A florista
Talvez seja exagerado dizer que ganho a vida com flores, mas a verdade é que é delas mesmo que vivo. E sobrevivo – haveria diferença? Se você nunca se comoveu diante da beleza de uma flor, talvez ache pouco importante a minha vida. Tenho vendido flores desde os sete anos, quando minha avó me pegou para criar e nos mudamos para uma casinha rústica ao lado do Mercado. Colho, arrumo e as vendo todos os dias. Aprendi desde cedo a lidar com elas. Flores são fáceis, não guardam segredo, têm impulso para fora, querem sempre se abrir. Fatidicamente murcham, que nada neste mundo é perfeito. Mas são amigas fidelíssimas, de fácil comunicação. Como tenho andado melancólica, estou muito próxima dos lírios, estes amantes tristes. Têm vendido bastante, o pessoal acha “refinado”. Quando fico mais alegre, prefiro as amapolas. Elas são poderosas, ai Deus! me fazem sentir tão feminina que tenho vontade de dançar sem roupa na rua. O Godofredo, meu papagaio e companheiro, prefere as margaridas, meninas de varejo, alegres. Antes de sair de casa, ponho Godofredo no meu ombro. Com um pequeno alicate, corto o talo de uma margarida e a encaixo na orelha esquerda, cobrindo um pouco com o cabelo. Godofredo bica a margarida durante toda a manhã até destruí-la, despetalá-la e eu repô-la com outra. Ele nunca está cabisbaixo, sempre feliz, meu amigo querido alimenta-se de pétalas e pólen. Acho que tem algum tipo de complexo pois certa vez o flagrei batendo asas e bicando um girassol com gestos meio forçados, como se imitasse a leveza dum beija-flor. Pobre Godofredo, ama tanto as flores que é capaz de atuar para conquistá-las.Acho que se um dia eu deixasse de ser florista, ele me abandonaria. É, acho que sim.

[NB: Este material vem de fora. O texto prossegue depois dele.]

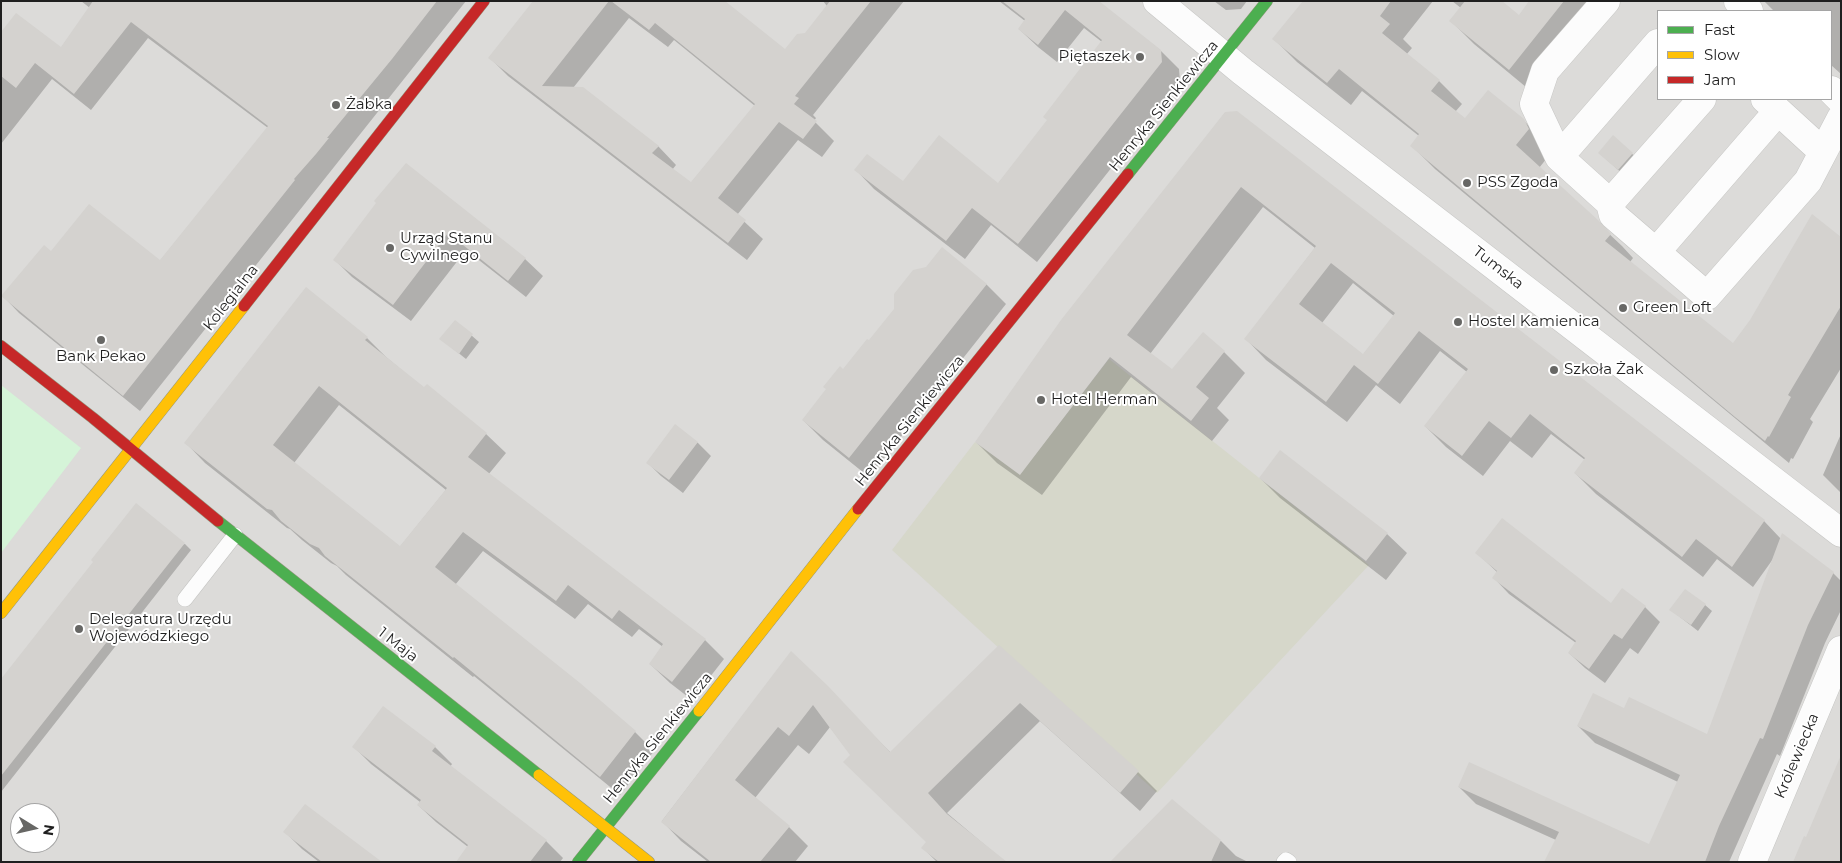 <!DOCTYPE html>
<meta charset="utf-8">
<style>
body{margin:0}
#map{position:relative;width:1842px;height:863px;overflow:hidden;background:#edece8;font-family:Montserrat,sans-serif}
canvas{display:block}
.frame{position:absolute;inset:0;border:2px solid #1f1f1f;pointer-events:none}
.legend{position:absolute;left:1657px;top:10px;width:175px;height:90px;box-sizing:border-box;background:#fff;border:1px solid #a5a5a5;margin:0;padding:6px 9px;list-style:none;font-size:15px;color:#1f1f1f}
.legend li{display:flex;align-items:center;gap:10px;height:25px}
.legend b{width:25px;border:1px solid #a5a5a5}
.north{position:absolute;left:10px;top:803px;width:50px;height:50px;box-sizing:border-box;background:#fff;border:1px solid #a5a5a5;border-radius:50%;rotate:99deg;font-size:14px;font-weight:700;line-height:20px;text-align:center;color:#1f1f1f}
.north::after{content:'';display:block;margin:auto;width:18px;height:22px;background:#676765;clip-path:polygon(50% 0,100% 100%,50% 72%,0 100%)}
</style>
<div id="map">
<canvas width="1842" height="863"></canvas>
<div class="frame"></div>
<ul class="legend">
<li><b style="height:6px;background:#4caf50"></b>Fast</li>
<li><b style="height:6px;background:#ffc107"></b>Slow</li>
<li><b style="height:6px;background:#c62828"></b>Jam</li>
</ul>
<div class="north">N</div>
</div>
<script>
const c = document.querySelector('canvas').getContext('2d');
c.lineJoin = 'round';
function paint(path, color) { c.fillStyle = color; c.fill(path, 'evenodd'); }
function trace(path, color, width, dash) { c.strokeStyle = color; c.lineWidth = width; c.lineCap = dash ? 'butt' : 'round'; c.setLineDash(dash || []); c.stroke(path); }
function label(font, color, halo, rows, align = 'center') {
  c.font = font + ' Montserrat,sans-serif'; c.lineWidth = 4; c.setLineDash([]); c.textBaseline = 'middle'; c.strokeStyle = halo; c.fillStyle = color; for (const [text, x, y, turn = 0] of rows) {
    c.save(); c.translate(x, y); c.rotate((+turn || 0) * Math.PI / 180); c.textAlign = isNaN(turn) ? turn : align; if (halo) c.strokeText(text, 0, 0); c.fillText(text, 0, 0); c.restore();
  }
}
paint(new Path2D(`
 M1,1H1841V862H1ZM1658,11H1831V99H1658ZM20,813H50V843H20Z`), '#dcdbd9');
paint(new Path2D(`
 M1109,359L1369,565L1157,793L892,550L975,442L1020,474Z`), '#d6d7ca');
paint(new Path2D(`
 M1,385L81,448L1,553Z`), '#d5f4d8');
paint(new Path2D(`
 M81,1H466L140,411L19,313L3,296L52,253L160,261L268,128L148,38L91,110L52,79L1,144V34L61,48L90,8Z
 M534,1H723L785,51L806,34L827,6L823,1H904L813,115L816,118L814,121L834,141L822,157L798,140L737,215L763,239L747,260L508,76L490,58ZM629,18L668,47L674,40L755,106L691,183L672,170L676,165L658,146L573,88Z
 M999,1H1097L1160,50L1179,69L1180,81L1037,262L991,225L965,259L874,189L856,170L903,183L998,184L1049,120L1102,42L1084,28L1057,62L1038,47L1019,29L1025,21Z
 M1214,1H1247L1241,9L1226,10Z
 M1304,1H1433L1403,39L1412,48L1406,55L1439,81L1462,104L1455,112L1465,120H1523L1547,144L1551,153L1539,168L1622,246L1633,258L1630,262L1733,345L1841,237V368L1810,419L1813,422L1793,459L1791,458L1789,463L1435,169L1412,146L1419,136L1362,91L1351,105L1297,62L1274,39Z
 M1452,1H1500L1519,16L1531,1H1603L1532,92L1474,44L1451,21L1461,8Z
 M1764,1H1841V74L1831,65V11H1774Z
 M1225,113L1764,521L1781,539L1833,573L1841,581V610L1825,643L1780,756L1777,754L1729,862H1548L1556,840L1476,804L1459,787L1650,845L1678,782L1595,743L1578,726L1624,710L1708,736L1773,559L1753,587L1717,559L1703,577L1596,494L1575,473L1585,460L1551,434L1532,458L1510,441L1483,476L1446,447L1425,426L1467,372L1440,351L1400,404L1376,385L1347,422L1266,360L1246,339L1315,248L1263,207L1150,354L1172,371L1224,352L1245,373L1217,408L1229,420L1212,441L1131,377L1042,495L997,463L976,442ZM1353,283L1394,316L1363,355L1322,323Z
 M1613,137L1639,160L1625,176L1606,159Z
 M406,164L525,259L543,276L526,297L466,250L411,321L352,277L335,260Z
 M986,284L1006,304L869,477L823,440L803,420L843,370L869,342Z
 M455,321L479,342L466,359L441,339Z
 M367,338L386,357L424,389L486,434L506,453L488,475L705,640L724,659L692,700L670,683L650,664L663,647L639,629L632,637L588,604L575,619L483,551L455,585L635,732L654,751L620,795L474,676L473,677L346,575L337,566L331,563L302,540L290,529L287,528L205,463L186,443ZM339,405L446,490L400,547L294,463Z
 M676,426L698,443L711,456L683,493L661,476L648,463Z
 M1841,434V493L1823,475Z
 M1260,478L1387,534L1407,553L1386,580L1280,498Z
 M185,544L191,550L1,792V681L95,562Z
 M1477,553L1611,605L1645,607L1660,622L1638,654L1630,648L1605,683L1585,668L1569,653L1576,643L1509,594L1494,578L1498,573Z
 M1705,605L1712,611L1698,631L1671,610Z
 M999,647L1138,772L1157,791L1140,811L1040,721L947,813L1005,862H937L923,848L927,842L851,755L830,727L809,754L798,745L755,798L789,827L808,846L795,862H708L681,841L662,821L791,653L891,753Z
 M354,747H435L452,764L450,767L546,841L563,858L560,862H457L468,847L436,822L418,805L420,802L371,764Z
 M285,832L379,862H319L302,849Z
 M1221,841L1236,856L1248,862H1112Z`), '#0003');
paint(new Path2D(`
 M93,1H437L392,59L327,138H329L316,154L294,179L295,180L123,396L1,296L44,245L51,251L89,204L160,260L268,126L131,22L74,94L35,63L16,88L1,76V32L16,13L61,47Z
 M533,1H609L542,86L583,87L659,146L652,153L691,182L755,104L655,23L649,30L611,1H725L785,49L797,34L805,33L830,1H871L795,96L799,98L794,104L817,121L803,139L779,122L718,198L746,220L728,243L488,58Z
 M1002,1H1099L1161,50L1162,62L1018,244L972,208L946,241L854,170L867,154L903,181L939,135L998,183L1047,120L1043,117L1102,40L1065,10L1038,45L1018,29L1025,19Z
 M1303,1H1391L1380,16L1390,24L1382,33L1440,80L1431,91L1465,118L1488,90L1524,119L1529,129L1516,145L1599,221L1611,234L1605,241L1733,343L1750,320L1812,214L1841,237V306L1788,395L1791,397L1769,437L1768,436L1765,441L1735,417L1410,146L1419,134L1339,69L1327,83L1272,39Z
 M1465,1H1502L1519,15L1529,1H1564L1509,70L1449,21Z
 M1237,111L1765,520L1732,567L1696,539L1682,557L1574,473L1585,458L1530,414L1511,438L1489,421L1462,456L1424,426L1468,369L1419,331L1378,384L1354,365L1326,402L1244,339L1316,246L1241,187L1127,335L1172,369L1203,332L1225,351L1196,387L1209,398L1191,421L1110,357L1020,475L975,442L1061,320L1225,112ZM1331,263L1395,313L1363,354L1299,304Z
 M1613,135L1633,153L1618,170L1598,153Z
 M406,163L526,258L508,281L448,233L393,305L333,260L376,203L374,201Z
 M942,247L987,284L849,458L802,420L826,389L823,387L840,366L843,369L867,339L869,340L894,309V294L913,270L926,267Z
 M306,287L368,337L365,340L424,387L427,384L487,433L468,457L706,639L672,682L649,664L663,644L619,610L612,619L568,585L556,601L463,532L435,567L580,683L636,731L600,777L454,657L453,658L325,556L319,548L310,544L281,521L272,510L267,509L184,443ZM319,386L447,488L400,546L273,445Z
 M455,320L473,334L459,354L439,339Z
 M675,424L698,442L669,480L646,463Z
 M1280,450L1388,533L1366,561L1259,478Z
 M136,503L185,543L1,776V679L93,562L91,560Z
 M1502,518L1611,603L1622,588L1646,606L1622,639L1614,634L1589,669L1568,653L1576,641L1492,578L1497,571L1475,553Z
 M1782,533L1834,572L1808,625L1763,739L1760,738L1719,826L1705,862H1544L1559,832L1458,787L1469,762L1649,844L1680,775L1577,726L1593,693L1624,708L1629,697L1707,734Z
 M1685,589L1706,604L1691,625L1669,610Z
 M999,645L1139,771L1120,793L1020,703L928,793L947,814L1007,862H939L921,848L926,842L843,762L850,755L813,705L789,736L778,727L735,780L790,826L760,862H711L661,822L791,651L828,686L890,752Z
 M383,706L436,746L432,751L547,840L530,862H456L468,845L417,805L421,800L352,747Z
 M1841,755V862H1793L1804,836L1806,837Z
 M1172,799L1221,840L1211,862H1110Z
 M305,804L382,862H322L283,832Z`), '#d4d2cf');
const lane = new Path2D(`
 M185,599L235,535
 M1284,862L1286,860L1289,862`);
const street = new Path2D(`
 M1157,1L1243,72L1841,533
 M1606,1L1545,71L1534,104L1559,157L1610,203L1613,215L1707,296L1808,181L1841,118
 M1738,1L1749,11
 M1831,90L1841,100
 M1765,99L1823,152
 M1559,157L1658,43
 M1610,203L1702,99
 M1656,252L1778,111
 M1752,862L1841,650`);
const fast = new Path2D(`
 M1128,174L1267,1
 M218,521L539,775
 M578,862L699,711`);
const slow = new Path2D(`
 M1,613L244,306
 M699,711L858,509
 M539,775L649,862`);
const jam = new Path2D(`
 M244,306L484,1
 M1,346L93,418L218,521
 M858,509L1128,174`);
trace(lane, '#c6c6c4', 16);
trace(street, '#c6c6c4', 29);
trace(fast, '#94987f', 12);
trace(slow, '#94987f', 12);
trace(jam, '#94987f', 12);
trace(lane, '#fcfcfc', 15);
trace(street, '#fcfcfc', 28);
trace(fast, '#4caf50', 11);
trace(slow, '#ffc107', 11);
trace(jam, '#c62828', 11);
for (const [x, y, r, color] of [
 [1140,57,5,"#676765"],
 [336,105,5,"#676765"],
 [1467,183,5,"#676765"],
 [390,248,5,"#676765"],
 [1623,308,5,"#676765"],
 [1458,322,5,"#676765"],
 [101,340,5,"#676765"],
 [1554,370,5,"#676765"],
 [1041,400,5,"#676765"],
 [79,629,5,"#676765"]
]) { const dot = new Path2D(); dot.arc(x, y, r, 0, 2 * Math.PI); c.fillStyle = color; c.fill(dot); trace(dot, '#fff', 2); }
label('15px', '#1f1f1f', '#fff', [
 ["Piętaszek",1130,57,"right"],
 ["Żabka",346,105],
 ["PSS Zgoda",1477,183],
 ["Urząd Stanu",400,239],
 ["Cywilnego",400,256],
 ["Green Loft",1633,308],
 ["Hostel Kamienica",1468,322],
 ["Bank Pekao",101,357,"center"],
 ["Szkoła Żak",1564,370],
 ["Hotel Herman",1051,400],
 ["Delegatura Urzędu",89,620],
 ["Wojewódzkiego",89,637]
], 'left');
label('15px', '#1f1f1f', '#fff', [
 ["Henryka Sienkiewicza",1164,106,-51],
 ["Tumska",1498,268,38],
 ["Kolegialna",231,298,-52],
 ["Henryka Sienkiewicza",910,421,-51],
 ["1 Maja",398,645,38],
 ["Henryka Sienkiewicza",658,738,-51],
 ["Królewiecka",1797,756,-67]
]);
</script>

Se me perguntassem, “olha, e se você não pudesse mais ser florista?”. Ah! Minha resposta viria cheia de amargura e medo: eu não morreria, mas ficaria tão triste que seria o mesmo que morrer. Minha vida tem sido esse labor, esse cuidado. Faço disto uma vocação. É, aí está a palavra: tenho vocação para as flores. Através delas vejo que o mundo pode existir numa forma, como disse o poeta, insegura mas que é ao mesmo tempo uma espada prateada erguida pela... pela o que mesmo? Ah! pela vida, sim. Mendigos, até os mendigos entendem o que quero dizer, se outro dia mesmo um me sorriu ao receber de mim uma rosa dramática e tão rubra que o hipnotizou. Você, se não gosta ou mesmo já reparou nas flores, ignore, por favor, o que tenho dito aqui. Uma tarde dessas, quando eu e Godofredo saíamos do Mercado carregados de flores e esperança, um homem com um olho de vidro e uma perna manca me parou. Entendam, se vocês não acreditam na redenção que as flores provocam, não continuem a ler minhas palavras. Este homem me parou e estendeu sua mão grossa, parecia um louco. Devia ser. Ele me atacou, agarrou-me pelo pescoço. Godofredo gritou, bateu com desespero suas grossas asas e foi para cima do homem desta vez com a representação de um gavião. A cesta com as flores caiu, eu logo caí também. O homem me pisoteou, chorou, em seguida gargalhou e foi embora mancando. Eu percebi desde o começo que ele era louco. Estremecida com o susto, as pernas trôpegas, acolhi Godofredo de volta ao ombro – ali era seu porto seguro, meu pobre e corajoso amigo – e recolhi as flores para colocá-las de volta na cesta. Vocês talvez achem bobagem isto que contei, este homem louco que me atacou e estas flores no chão. Não sei bem, quis apenas contar. As flores não foram maculadas, estavam intactas na cesta. Godofredo é que teve um pequeno colapso nervoso, coitadinho, pude ouvir seu delicado coração bater freneticamente. Teve medo de me perder e perder o contato diário com as flores. Foi um susto e tanto. Mas ficamos bem. No dia seguinte, além de suas margaridas, pus na orelha também uma flor do campo deliciosa que ele adorou. Passamos o dia no Mercado como de costume. Sabíamos o que aquilo queria dizer.